◆ **PROBLEM TO WORK ON**:
Copy each line below word for word and drop every image.

(SUPPLIED DATA)

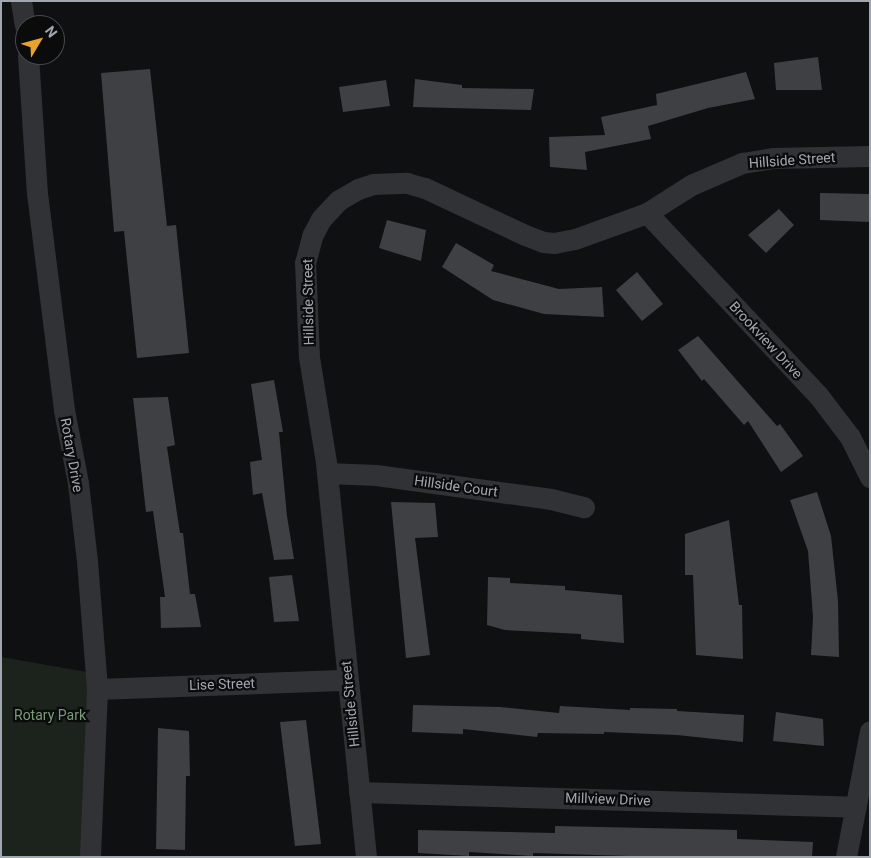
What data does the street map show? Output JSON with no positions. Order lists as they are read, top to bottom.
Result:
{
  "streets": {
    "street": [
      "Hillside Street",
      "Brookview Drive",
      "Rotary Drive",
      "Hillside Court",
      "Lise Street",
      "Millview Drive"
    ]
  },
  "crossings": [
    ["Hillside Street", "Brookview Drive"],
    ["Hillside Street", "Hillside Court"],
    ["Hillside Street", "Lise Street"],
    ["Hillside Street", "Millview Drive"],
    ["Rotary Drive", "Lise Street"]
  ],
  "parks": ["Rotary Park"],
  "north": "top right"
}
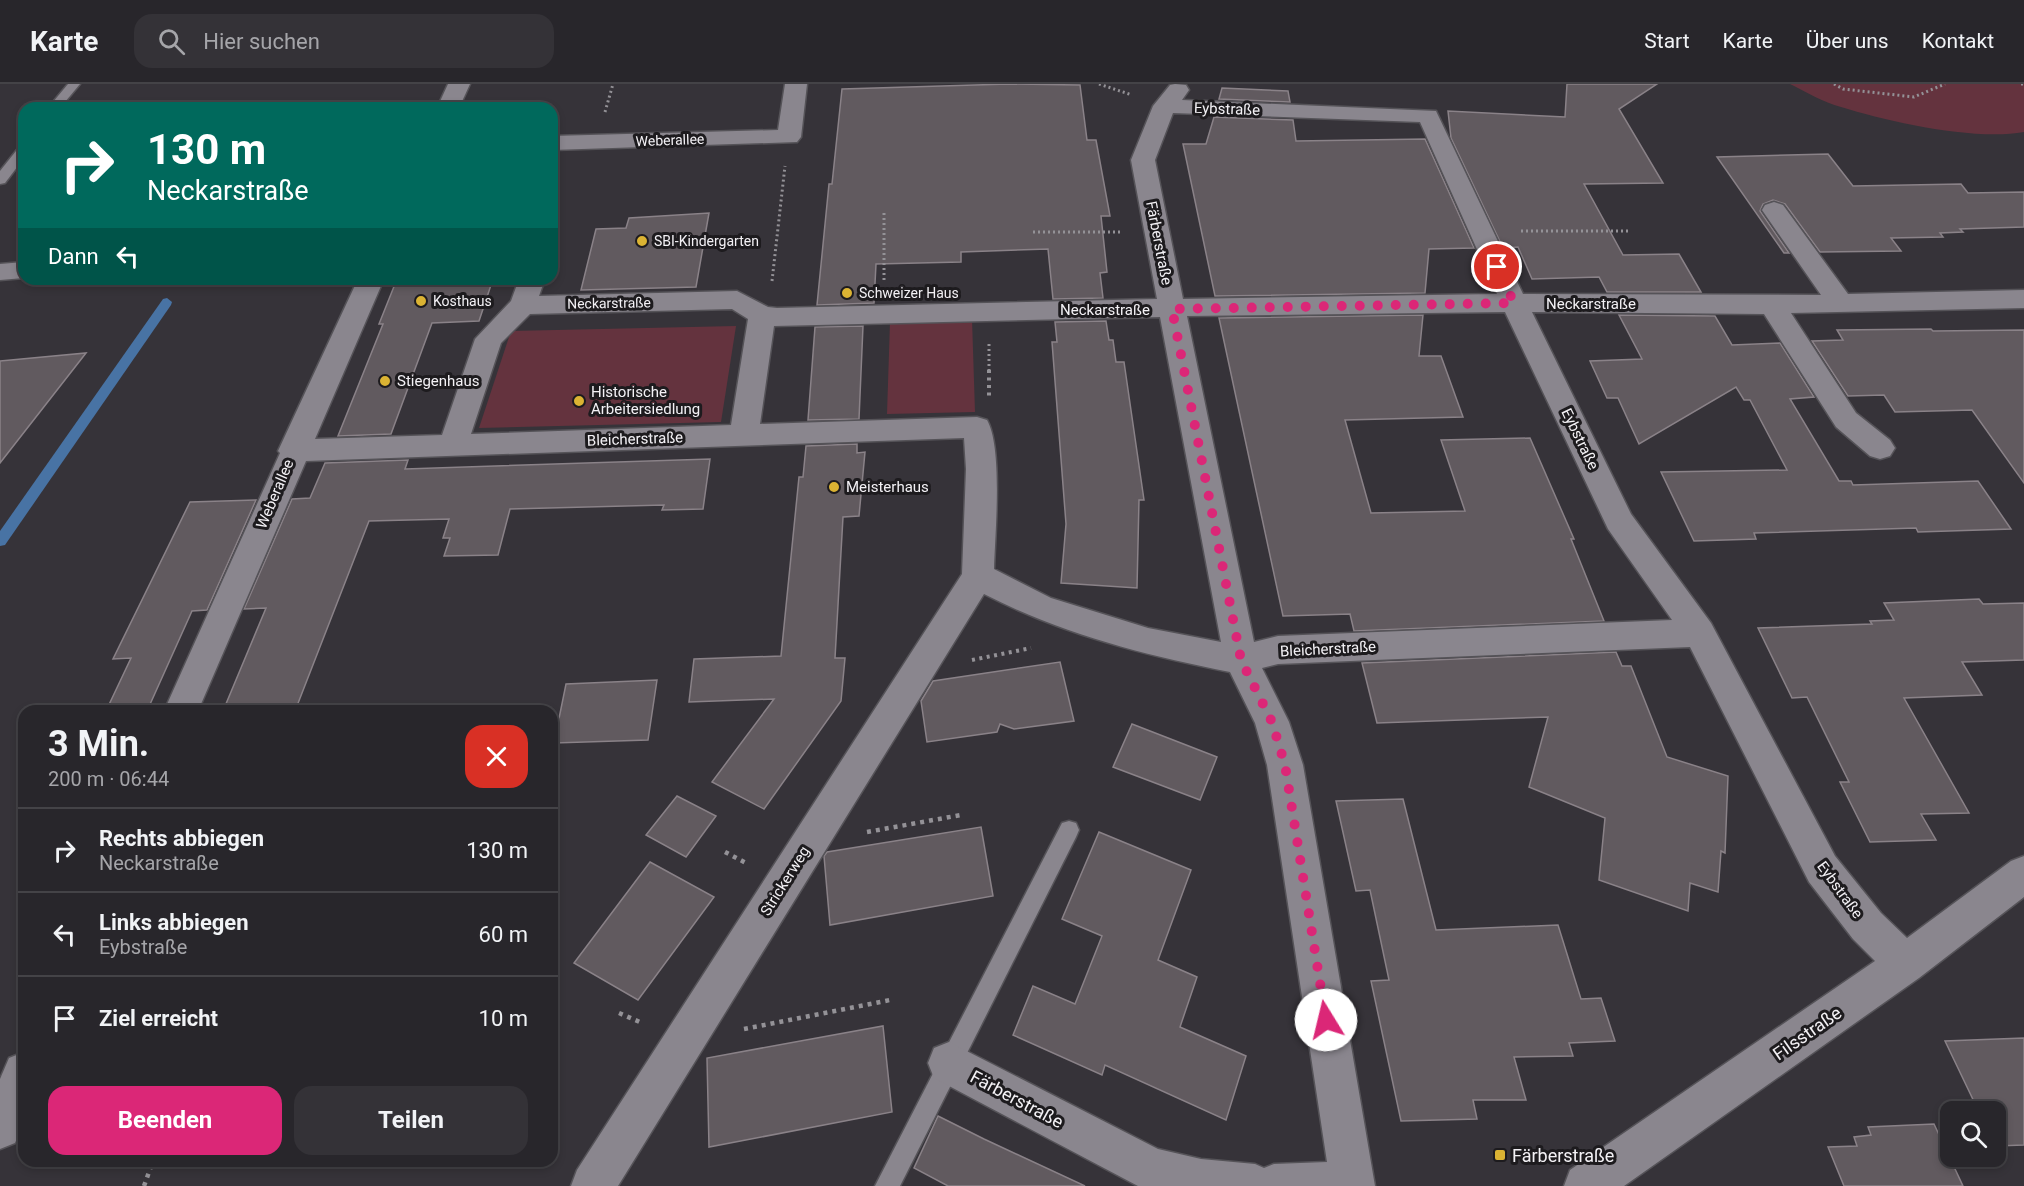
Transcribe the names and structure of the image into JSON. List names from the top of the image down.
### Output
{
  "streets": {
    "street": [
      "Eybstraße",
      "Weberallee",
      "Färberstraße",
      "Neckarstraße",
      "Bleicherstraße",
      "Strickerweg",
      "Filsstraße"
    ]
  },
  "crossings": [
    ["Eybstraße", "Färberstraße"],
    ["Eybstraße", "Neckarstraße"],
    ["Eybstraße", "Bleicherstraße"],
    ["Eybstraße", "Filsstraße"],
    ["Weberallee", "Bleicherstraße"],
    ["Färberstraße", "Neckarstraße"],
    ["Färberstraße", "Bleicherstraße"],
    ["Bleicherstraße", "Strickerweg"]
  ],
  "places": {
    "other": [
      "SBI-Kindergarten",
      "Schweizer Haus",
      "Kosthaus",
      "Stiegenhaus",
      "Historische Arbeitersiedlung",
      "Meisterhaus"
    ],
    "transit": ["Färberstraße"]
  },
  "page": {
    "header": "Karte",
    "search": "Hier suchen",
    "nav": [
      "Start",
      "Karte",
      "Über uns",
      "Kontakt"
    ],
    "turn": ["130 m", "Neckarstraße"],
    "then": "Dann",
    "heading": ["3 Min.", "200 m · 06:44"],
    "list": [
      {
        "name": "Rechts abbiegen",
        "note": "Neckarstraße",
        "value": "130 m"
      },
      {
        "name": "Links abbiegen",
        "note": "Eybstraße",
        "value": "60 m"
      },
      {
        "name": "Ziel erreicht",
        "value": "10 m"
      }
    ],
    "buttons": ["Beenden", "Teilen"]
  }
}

(End SUPPLIED DATA)

◆ **EXPECTED OUTPUT**:
What data does the street map show? Output JSON with no positions. Order lists as they are read, top to bottom.
Result:
{
  "streets": {
    "street": [
      "Hillside Street",
      "Brookview Drive",
      "Rotary Drive",
      "Hillside Court",
      "Lise Street",
      "Millview Drive"
    ]
  },
  "crossings": [
    ["Hillside Street", "Brookview Drive"],
    ["Hillside Street", "Hillside Court"],
    ["Hillside Street", "Lise Street"],
    ["Hillside Street", "Millview Drive"],
    ["Rotary Drive", "Lise Street"]
  ],
  "parks": ["Rotary Park"],
  "north": "top right"
}
Transcribe the names and structure of the image into JSON. List names from the top of the image down.
### Output
{
  "streets": {
    "street": [
      "Eybstraße",
      "Weberallee",
      "Färberstraße",
      "Neckarstraße",
      "Bleicherstraße",
      "Strickerweg",
      "Filsstraße"
    ]
  },
  "crossings": [
    ["Eybstraße", "Färberstraße"],
    ["Eybstraße", "Neckarstraße"],
    ["Eybstraße", "Bleicherstraße"],
    ["Eybstraße", "Filsstraße"],
    ["Weberallee", "Bleicherstraße"],
    ["Färberstraße", "Neckarstraße"],
    ["Färberstraße", "Bleicherstraße"],
    ["Bleicherstraße", "Strickerweg"]
  ],
  "places": {
    "other": [
      "SBI-Kindergarten",
      "Schweizer Haus",
      "Kosthaus",
      "Stiegenhaus",
      "Historische Arbeitersiedlung",
      "Meisterhaus"
    ],
    "transit": ["Färberstraße"]
  },
  "page": {
    "header": "Karte",
    "search": "Hier suchen",
    "nav": [
      "Start",
      "Karte",
      "Über uns",
      "Kontakt"
    ],
    "turn": ["130 m", "Neckarstraße"],
    "then": "Dann",
    "heading": ["3 Min.", "200 m · 06:44"],
    "list": [
      {
        "name": "Rechts abbiegen",
        "note": "Neckarstraße",
        "value": "130 m"
      },
      {
        "name": "Links abbiegen",
        "note": "Eybstraße",
        "value": "60 m"
      },
      {
        "name": "Ziel erreicht",
        "value": "10 m"
      }
    ],
    "buttons": ["Beenden", "Teilen"]
  }
}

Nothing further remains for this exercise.